RAM revenue now has been recorded on a May 31, fiscal year basis, concurrent with cash collection. Overall, 2017 is a transitional year at the utility.
After six years without rate cases and post-merger termination, we are returning to the mandatory triennial rate case cycle under our state’s decoupling framework where one of each of our three utilities is in a rate case test year each year as well as working with our commission and all stakeholders in our state on Hawaii’s move to a clean energy economy.
Turning to slide two. Our transition is progressing well. With respect to our rate case filings, we settled with Consumer Advocate in July on all issues in the Hawaii Electric Light 2016 test year rate case, other than the allowed ROE.
We agreed to a maximum allowed ROE of 9.75% with the possibility of up to a 25 basis-point reduction to be determined by the PUC. We expect an interim decision in order by August 21.
On July 28, the PUC issued the Hawaiian Electric 2017 test year rate case procedural schedule with settlement discussions scheduled for the end of October and an interim decision tentatively scheduled for December 15th.

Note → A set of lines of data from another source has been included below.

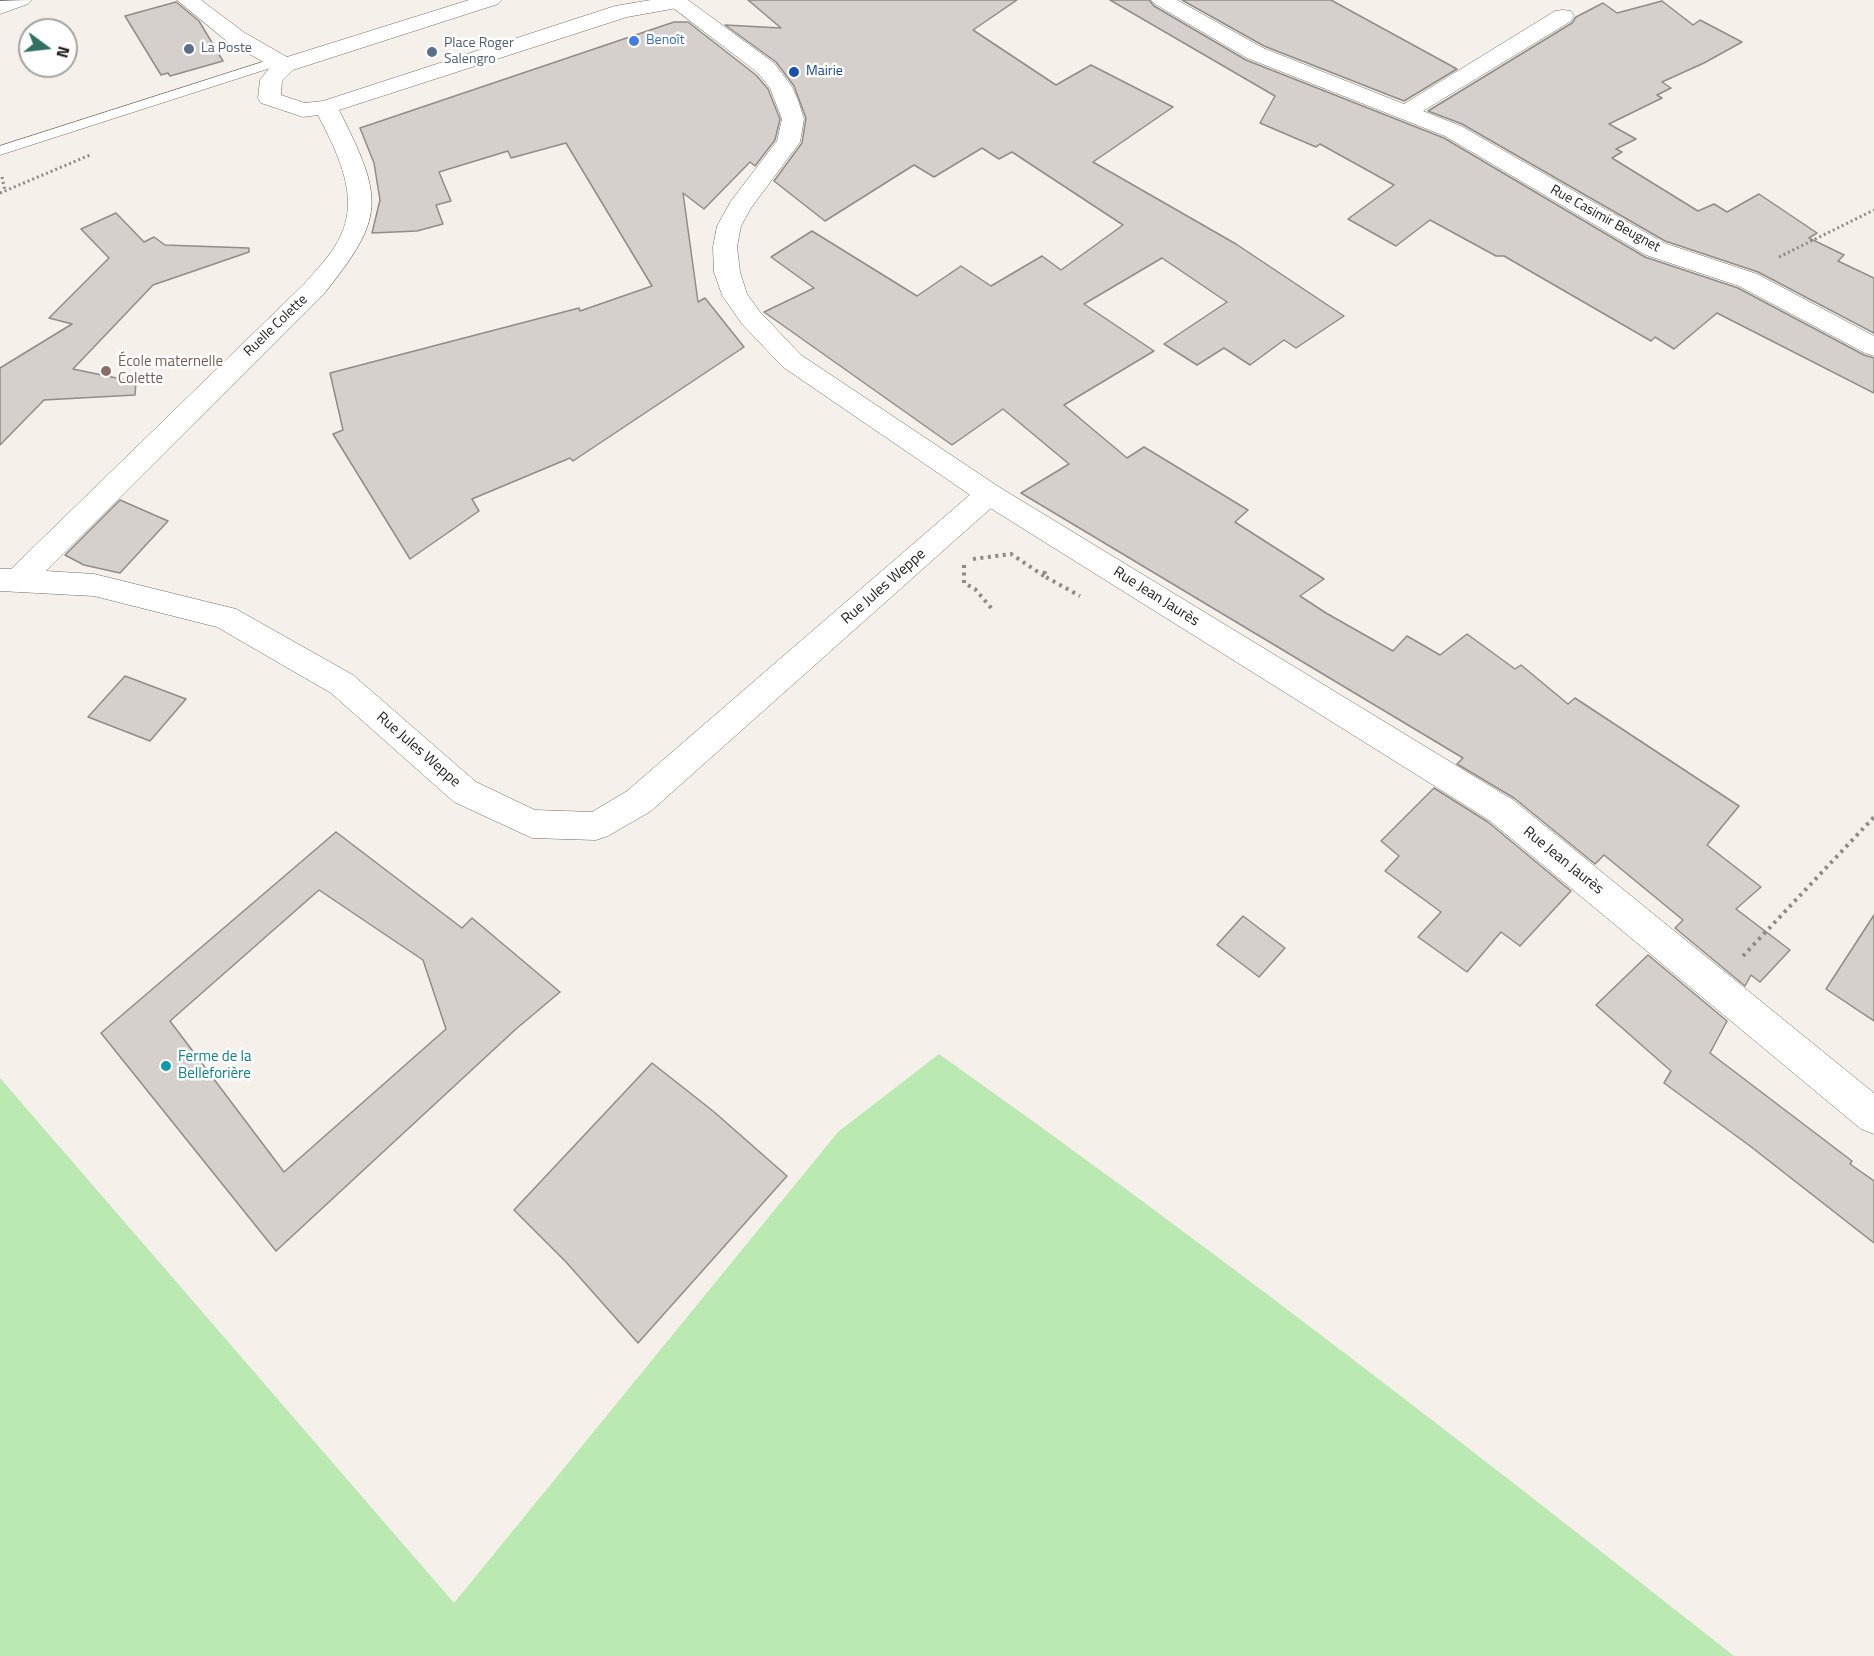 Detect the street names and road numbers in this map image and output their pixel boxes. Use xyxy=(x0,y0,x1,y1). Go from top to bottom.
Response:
street label: Rue Casimir Beugnet xyxy=(1547,182,1663,256)
street label: Ruelle Colette xyxy=(241,292,311,360)
street label: Rue Jules Weppe xyxy=(838,546,930,628)
street label: Rue Jean Jaurès xyxy=(1110,563,1202,631)
street label: Rue Jules Weppe xyxy=(372,709,464,791)
street label: Rue Jean Jaurès xyxy=(1519,823,1607,899) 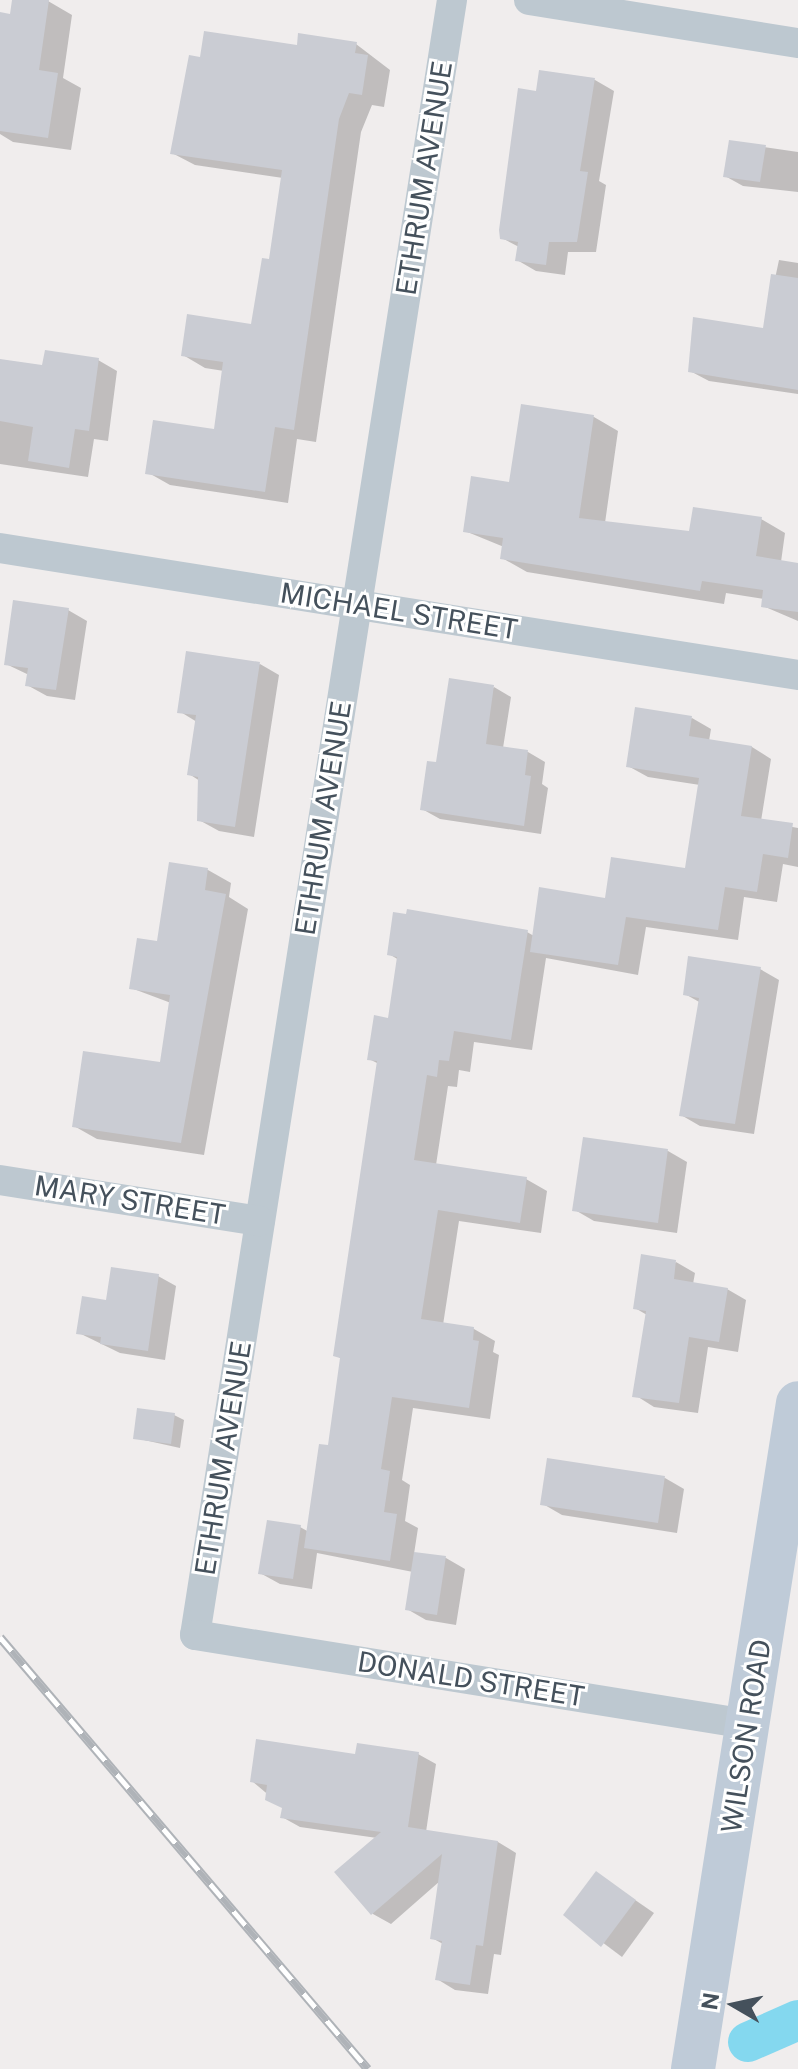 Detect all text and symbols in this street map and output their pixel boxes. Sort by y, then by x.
street label: ETHRUM AVENUE [389,59,459,297]
street label: MICHAEL STREET [278,576,520,646]
street label: ETHRUM AVENUE [288,699,358,937]
street label: MARY STREET [32,1168,228,1232]
street label: ETHRUM AVENUE [188,1339,258,1577]
street label: WILSON ROAD [714,1637,778,1835]
street label: DONALD STREET [355,1644,587,1714]
north arrow [694,1965,774,2045]
text: N [696,1991,724,2012]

And on June 9, Maui Electric filed a notice of intent to apply for a general rate increase for a 2018 test year on or after August 17 but no later than December 30, 2017.
The PUC also recently approved a new recovery mechanism for Major Projects Interim Recovery or MPIR which provides cost recovery or projects placed in service between general rate cases under circumstances in which cost recovery net of related benefit is limited by the RAM cap.
In addition, performance based rate making moved forward in our jurisdiction with three performance incentive mechanisms approved, two of them on reliability with potential penalties only and the third on customer service, both as an incentive and a penalty.
With respect to planning, in July, the Public Utilities Commission accepted our Power Supply Improvement Plan, which provides a framework to meet to Hawaii’s 100% renewable energy by 2045 goal. The PUC’s acceptance of our plan allows us to move ahead with greater certainty on our near-term initiatives.
And we will file -- or have filed for approval of specific projects in separate dockets. One such project is the 20 megawatt solar facility at the West Loch Annex at Joint Base Pearl Harbor-Hickam.
In June, the PUC approved Hawaiian Electric’s request to build the facility at 956 cents per kilowatt hour or lower, which will be Hawaii’s lowest cost solar plant. This project will get us a 0.5% point closer to our 100% renewable goal on Oahu.
And in July, the PUC approved the power purchase agreement for three utility scale solar facilities on Oahu with NRG Energy, totaling nearly 110 megawatt at a weighted average price of 10.8 cents per kilowatt hour including tax credits.
The facilities are targeted to come online no later than the end of 2019 and would get us three percentage points closer to our 100% renewable goal on Oahu. The Power Supply Improvement Plan is intended to remain flexible as technologies and circumstances change.
For example, on another renewable purchased, the PUC recently approved the revised purchase power agreement that was filed for the 21.5 megawatt Hu Honua biomass facility on the island of Hawaii.
The plant was not included in our Power Supply Improvement Plan but is expect to add 11 percentage points to Hawaii island’s renewable portfolio standard over 2016 levels to 65% renewable for the island. The Hu Honua plant will provide both capacity and energy to Hawaii Electric Light at a levelized cost of 22.1 cents per kilowatt hour.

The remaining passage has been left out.